-- Opening Marker --
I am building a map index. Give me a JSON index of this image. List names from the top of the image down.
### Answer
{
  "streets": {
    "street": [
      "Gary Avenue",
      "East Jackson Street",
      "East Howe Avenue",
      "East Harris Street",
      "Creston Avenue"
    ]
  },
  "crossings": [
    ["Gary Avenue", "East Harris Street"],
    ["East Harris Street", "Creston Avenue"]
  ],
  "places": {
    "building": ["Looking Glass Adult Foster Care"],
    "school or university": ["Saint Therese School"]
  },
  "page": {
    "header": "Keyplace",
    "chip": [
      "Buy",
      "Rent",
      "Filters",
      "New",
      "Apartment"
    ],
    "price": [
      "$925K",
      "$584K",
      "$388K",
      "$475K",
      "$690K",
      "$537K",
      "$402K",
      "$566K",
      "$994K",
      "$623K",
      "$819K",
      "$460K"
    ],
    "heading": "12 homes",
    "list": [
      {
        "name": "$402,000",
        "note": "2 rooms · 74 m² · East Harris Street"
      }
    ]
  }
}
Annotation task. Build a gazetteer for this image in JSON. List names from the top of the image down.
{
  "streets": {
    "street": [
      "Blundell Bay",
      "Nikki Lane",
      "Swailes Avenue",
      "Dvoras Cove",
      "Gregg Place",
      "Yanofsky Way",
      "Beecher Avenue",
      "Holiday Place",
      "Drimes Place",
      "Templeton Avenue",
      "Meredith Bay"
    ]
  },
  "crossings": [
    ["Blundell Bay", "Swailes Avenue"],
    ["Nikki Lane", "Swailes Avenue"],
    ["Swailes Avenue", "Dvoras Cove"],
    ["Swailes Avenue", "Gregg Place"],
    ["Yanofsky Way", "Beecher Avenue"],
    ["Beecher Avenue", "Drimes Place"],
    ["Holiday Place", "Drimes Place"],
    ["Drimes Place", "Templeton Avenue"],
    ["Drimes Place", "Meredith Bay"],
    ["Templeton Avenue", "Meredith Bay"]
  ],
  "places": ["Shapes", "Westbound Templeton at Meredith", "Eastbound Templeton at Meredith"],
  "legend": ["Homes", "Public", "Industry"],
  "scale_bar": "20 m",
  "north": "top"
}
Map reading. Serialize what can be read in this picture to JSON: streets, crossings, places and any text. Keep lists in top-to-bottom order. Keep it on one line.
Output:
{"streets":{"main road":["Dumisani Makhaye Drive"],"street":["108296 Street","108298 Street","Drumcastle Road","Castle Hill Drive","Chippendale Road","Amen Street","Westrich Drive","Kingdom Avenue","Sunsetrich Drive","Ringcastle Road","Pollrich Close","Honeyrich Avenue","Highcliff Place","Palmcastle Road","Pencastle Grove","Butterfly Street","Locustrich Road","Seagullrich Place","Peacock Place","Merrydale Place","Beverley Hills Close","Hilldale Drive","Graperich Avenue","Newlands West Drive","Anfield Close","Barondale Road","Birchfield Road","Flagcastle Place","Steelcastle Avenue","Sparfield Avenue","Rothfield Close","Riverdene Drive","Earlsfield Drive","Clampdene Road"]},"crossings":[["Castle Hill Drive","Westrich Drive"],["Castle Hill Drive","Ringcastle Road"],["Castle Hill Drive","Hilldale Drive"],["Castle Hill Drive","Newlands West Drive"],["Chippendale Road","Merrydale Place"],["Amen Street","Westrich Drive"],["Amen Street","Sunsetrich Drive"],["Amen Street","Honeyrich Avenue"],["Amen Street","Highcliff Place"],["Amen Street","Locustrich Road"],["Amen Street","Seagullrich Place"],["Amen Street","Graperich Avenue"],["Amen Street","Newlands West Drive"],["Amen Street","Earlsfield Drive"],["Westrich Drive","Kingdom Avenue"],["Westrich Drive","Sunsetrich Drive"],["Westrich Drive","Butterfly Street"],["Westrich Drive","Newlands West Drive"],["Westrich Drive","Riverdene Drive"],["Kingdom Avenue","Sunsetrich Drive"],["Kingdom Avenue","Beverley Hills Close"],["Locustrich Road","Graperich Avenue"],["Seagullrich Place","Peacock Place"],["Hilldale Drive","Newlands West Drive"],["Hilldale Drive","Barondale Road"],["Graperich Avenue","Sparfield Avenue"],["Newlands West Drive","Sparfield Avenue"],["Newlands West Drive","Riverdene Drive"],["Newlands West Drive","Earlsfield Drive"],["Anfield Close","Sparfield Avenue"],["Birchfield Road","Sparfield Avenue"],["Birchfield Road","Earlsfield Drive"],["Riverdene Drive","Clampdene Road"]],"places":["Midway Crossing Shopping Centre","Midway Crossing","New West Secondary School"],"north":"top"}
-- Closing Marker --
## Your task
The data above must be restated word for word.

## Solution to this task
I am building a map index. Give me a JSON index of this image. List names from the top of the image down.
### Answer
{
  "streets": {
    "street": [
      "Gary Avenue",
      "East Jackson Street",
      "East Howe Avenue",
      "East Harris Street",
      "Creston Avenue"
    ]
  },
  "crossings": [
    ["Gary Avenue", "East Harris Street"],
    ["East Harris Street", "Creston Avenue"]
  ],
  "places": {
    "building": ["Looking Glass Adult Foster Care"],
    "school or university": ["Saint Therese School"]
  },
  "page": {
    "header": "Keyplace",
    "chip": [
      "Buy",
      "Rent",
      "Filters",
      "New",
      "Apartment"
    ],
    "price": [
      "$925K",
      "$584K",
      "$388K",
      "$475K",
      "$690K",
      "$537K",
      "$402K",
      "$566K",
      "$994K",
      "$623K",
      "$819K",
      "$460K"
    ],
    "heading": "12 homes",
    "list": [
      {
        "name": "$402,000",
        "note": "2 rooms · 74 m² · East Harris Street"
      }
    ]
  }
}
Annotation task. Build a gazetteer for this image in JSON. List names from the top of the image down.
{
  "streets": {
    "street": [
      "Blundell Bay",
      "Nikki Lane",
      "Swailes Avenue",
      "Dvoras Cove",
      "Gregg Place",
      "Yanofsky Way",
      "Beecher Avenue",
      "Holiday Place",
      "Drimes Place",
      "Templeton Avenue",
      "Meredith Bay"
    ]
  },
  "crossings": [
    ["Blundell Bay", "Swailes Avenue"],
    ["Nikki Lane", "Swailes Avenue"],
    ["Swailes Avenue", "Dvoras Cove"],
    ["Swailes Avenue", "Gregg Place"],
    ["Yanofsky Way", "Beecher Avenue"],
    ["Beecher Avenue", "Drimes Place"],
    ["Holiday Place", "Drimes Place"],
    ["Drimes Place", "Templeton Avenue"],
    ["Drimes Place", "Meredith Bay"],
    ["Templeton Avenue", "Meredith Bay"]
  ],
  "places": ["Shapes", "Westbound Templeton at Meredith", "Eastbound Templeton at Meredith"],
  "legend": ["Homes", "Public", "Industry"],
  "scale_bar": "20 m",
  "north": "top"
}
Map reading. Serialize what can be read in this picture to JSON: streets, crossings, places and any text. Keep lists in top-to-bottom order. Keep it on one line.
Output:
{"streets":{"main road":["Dumisani Makhaye Drive"],"street":["108296 Street","108298 Street","Drumcastle Road","Castle Hill Drive","Chippendale Road","Amen Street","Westrich Drive","Kingdom Avenue","Sunsetrich Drive","Ringcastle Road","Pollrich Close","Honeyrich Avenue","Highcliff Place","Palmcastle Road","Pencastle Grove","Butterfly Street","Locustrich Road","Seagullrich Place","Peacock Place","Merrydale Place","Beverley Hills Close","Hilldale Drive","Graperich Avenue","Newlands West Drive","Anfield Close","Barondale Road","Birchfield Road","Flagcastle Place","Steelcastle Avenue","Sparfield Avenue","Rothfield Close","Riverdene Drive","Earlsfield Drive","Clampdene Road"]},"crossings":[["Castle Hill Drive","Westrich Drive"],["Castle Hill Drive","Ringcastle Road"],["Castle Hill Drive","Hilldale Drive"],["Castle Hill Drive","Newlands West Drive"],["Chippendale Road","Merrydale Place"],["Amen Street","Westrich Drive"],["Amen Street","Sunsetrich Drive"],["Amen Street","Honeyrich Avenue"],["Amen Street","Highcliff Place"],["Amen Street","Locustrich Road"],["Amen Street","Seagullrich Place"],["Amen Street","Graperich Avenue"],["Amen Street","Newlands West Drive"],["Amen Street","Earlsfield Drive"],["Westrich Drive","Kingdom Avenue"],["Westrich Drive","Sunsetrich Drive"],["Westrich Drive","Butterfly Street"],["Westrich Drive","Newlands West Drive"],["Westrich Drive","Riverdene Drive"],["Kingdom Avenue","Sunsetrich Drive"],["Kingdom Avenue","Beverley Hills Close"],["Locustrich Road","Graperich Avenue"],["Seagullrich Place","Peacock Place"],["Hilldale Drive","Newlands West Drive"],["Hilldale Drive","Barondale Road"],["Graperich Avenue","Sparfield Avenue"],["Newlands West Drive","Sparfield Avenue"],["Newlands West Drive","Riverdene Drive"],["Newlands West Drive","Earlsfield Drive"],["Anfield Close","Sparfield Avenue"],["Birchfield Road","Sparfield Avenue"],["Birchfield Road","Earlsfield Drive"],["Riverdene Drive","Clampdene Road"]],"places":["Midway Crossing Shopping Centre","Midway Crossing","New West Secondary School"],"north":"top"}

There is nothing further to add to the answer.